---- Input data

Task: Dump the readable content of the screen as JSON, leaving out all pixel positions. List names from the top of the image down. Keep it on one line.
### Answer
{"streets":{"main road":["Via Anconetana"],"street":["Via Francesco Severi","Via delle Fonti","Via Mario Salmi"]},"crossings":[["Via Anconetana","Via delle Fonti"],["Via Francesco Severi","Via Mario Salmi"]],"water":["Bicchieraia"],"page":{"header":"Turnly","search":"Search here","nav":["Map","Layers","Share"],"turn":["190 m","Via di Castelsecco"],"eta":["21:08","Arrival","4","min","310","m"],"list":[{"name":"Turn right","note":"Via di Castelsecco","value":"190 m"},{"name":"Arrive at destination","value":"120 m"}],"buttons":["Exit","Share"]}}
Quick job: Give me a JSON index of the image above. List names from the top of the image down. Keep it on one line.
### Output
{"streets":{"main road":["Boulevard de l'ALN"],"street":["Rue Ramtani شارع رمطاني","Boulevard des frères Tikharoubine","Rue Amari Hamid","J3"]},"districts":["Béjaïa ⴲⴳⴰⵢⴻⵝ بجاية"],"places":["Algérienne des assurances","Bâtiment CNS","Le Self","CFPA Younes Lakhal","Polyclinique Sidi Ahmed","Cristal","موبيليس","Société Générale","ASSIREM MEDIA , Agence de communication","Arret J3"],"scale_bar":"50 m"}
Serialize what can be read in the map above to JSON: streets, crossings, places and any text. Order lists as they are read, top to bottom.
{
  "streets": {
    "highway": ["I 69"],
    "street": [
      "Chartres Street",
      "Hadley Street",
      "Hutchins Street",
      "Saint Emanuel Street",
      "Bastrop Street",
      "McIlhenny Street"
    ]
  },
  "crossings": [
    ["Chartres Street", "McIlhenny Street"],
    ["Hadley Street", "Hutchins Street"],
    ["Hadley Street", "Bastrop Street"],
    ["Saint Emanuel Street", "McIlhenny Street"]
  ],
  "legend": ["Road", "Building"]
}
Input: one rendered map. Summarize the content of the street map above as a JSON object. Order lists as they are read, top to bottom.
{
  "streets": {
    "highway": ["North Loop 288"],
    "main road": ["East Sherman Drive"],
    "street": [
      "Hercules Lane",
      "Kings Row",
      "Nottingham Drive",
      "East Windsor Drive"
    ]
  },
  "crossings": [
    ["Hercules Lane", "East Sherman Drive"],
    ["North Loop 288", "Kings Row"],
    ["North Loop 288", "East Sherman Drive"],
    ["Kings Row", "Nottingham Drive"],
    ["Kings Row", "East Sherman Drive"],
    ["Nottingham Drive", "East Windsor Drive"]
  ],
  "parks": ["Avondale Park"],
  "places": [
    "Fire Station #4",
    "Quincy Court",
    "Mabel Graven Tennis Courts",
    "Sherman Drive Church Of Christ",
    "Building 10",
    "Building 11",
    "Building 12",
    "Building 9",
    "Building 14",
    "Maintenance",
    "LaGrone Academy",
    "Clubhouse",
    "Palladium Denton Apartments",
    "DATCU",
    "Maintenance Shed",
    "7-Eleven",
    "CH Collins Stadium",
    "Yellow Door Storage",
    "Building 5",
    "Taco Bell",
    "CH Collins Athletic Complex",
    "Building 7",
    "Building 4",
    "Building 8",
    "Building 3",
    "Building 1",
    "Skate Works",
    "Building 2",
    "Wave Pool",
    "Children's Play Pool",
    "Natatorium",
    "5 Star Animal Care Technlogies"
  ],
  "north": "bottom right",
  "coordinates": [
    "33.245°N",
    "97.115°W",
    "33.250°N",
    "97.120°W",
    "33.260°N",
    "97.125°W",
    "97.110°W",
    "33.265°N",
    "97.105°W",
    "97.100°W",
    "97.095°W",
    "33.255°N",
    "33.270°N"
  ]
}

--------

Activity: Each record above should be transcribed exactly.

Task response:
Task: Dump the readable content of the screen as JSON, leaving out all pixel positions. List names from the top of the image down. Keep it on one line.
### Answer
{"streets":{"main road":["Via Anconetana"],"street":["Via Francesco Severi","Via delle Fonti","Via Mario Salmi"]},"crossings":[["Via Anconetana","Via delle Fonti"],["Via Francesco Severi","Via Mario Salmi"]],"water":["Bicchieraia"],"page":{"header":"Turnly","search":"Search here","nav":["Map","Layers","Share"],"turn":["190 m","Via di Castelsecco"],"eta":["21:08","Arrival","4","min","310","m"],"list":[{"name":"Turn right","note":"Via di Castelsecco","value":"190 m"},{"name":"Arrive at destination","value":"120 m"}],"buttons":["Exit","Share"]}}
Quick job: Give me a JSON index of the image above. List names from the top of the image down. Keep it on one line.
### Output
{"streets":{"main road":["Boulevard de l'ALN"],"street":["Rue Ramtani شارع رمطاني","Boulevard des frères Tikharoubine","Rue Amari Hamid","J3"]},"districts":["Béjaïa ⴲⴳⴰⵢⴻⵝ بجاية"],"places":["Algérienne des assurances","Bâtiment CNS","Le Self","CFPA Younes Lakhal","Polyclinique Sidi Ahmed","Cristal","موبيليس","Société Générale","ASSIREM MEDIA , Agence de communication","Arret J3"],"scale_bar":"50 m"}
Serialize what can be read in the map above to JSON: streets, crossings, places and any text. Order lists as they are read, top to bottom.
{
  "streets": {
    "highway": ["I 69"],
    "street": [
      "Chartres Street",
      "Hadley Street",
      "Hutchins Street",
      "Saint Emanuel Street",
      "Bastrop Street",
      "McIlhenny Street"
    ]
  },
  "crossings": [
    ["Chartres Street", "McIlhenny Street"],
    ["Hadley Street", "Hutchins Street"],
    ["Hadley Street", "Bastrop Street"],
    ["Saint Emanuel Street", "McIlhenny Street"]
  ],
  "legend": ["Road", "Building"]
}
Input: one rendered map. Summarize the content of the street map above as a JSON object. Order lists as they are read, top to bottom.
{
  "streets": {
    "highway": ["North Loop 288"],
    "main road": ["East Sherman Drive"],
    "street": [
      "Hercules Lane",
      "Kings Row",
      "Nottingham Drive",
      "East Windsor Drive"
    ]
  },
  "crossings": [
    ["Hercules Lane", "East Sherman Drive"],
    ["North Loop 288", "Kings Row"],
    ["North Loop 288", "East Sherman Drive"],
    ["Kings Row", "Nottingham Drive"],
    ["Kings Row", "East Sherman Drive"],
    ["Nottingham Drive", "East Windsor Drive"]
  ],
  "parks": ["Avondale Park"],
  "places": [
    "Fire Station #4",
    "Quincy Court",
    "Mabel Graven Tennis Courts",
    "Sherman Drive Church Of Christ",
    "Building 10",
    "Building 11",
    "Building 12",
    "Building 9",
    "Building 14",
    "Maintenance",
    "LaGrone Academy",
    "Clubhouse",
    "Palladium Denton Apartments",
    "DATCU",
    "Maintenance Shed",
    "7-Eleven",
    "CH Collins Stadium",
    "Yellow Door Storage",
    "Building 5",
    "Taco Bell",
    "CH Collins Athletic Complex",
    "Building 7",
    "Building 4",
    "Building 8",
    "Building 3",
    "Building 1",
    "Skate Works",
    "Building 2",
    "Wave Pool",
    "Children's Play Pool",
    "Natatorium",
    "5 Star Animal Care Technlogies"
  ],
  "north": "bottom right",
  "coordinates": [
    "33.245°N",
    "97.115°W",
    "33.250°N",
    "97.120°W",
    "33.260°N",
    "97.125°W",
    "97.110°W",
    "33.265°N",
    "97.105°W",
    "97.100°W",
    "97.095°W",
    "33.255°N",
    "33.270°N"
  ]
}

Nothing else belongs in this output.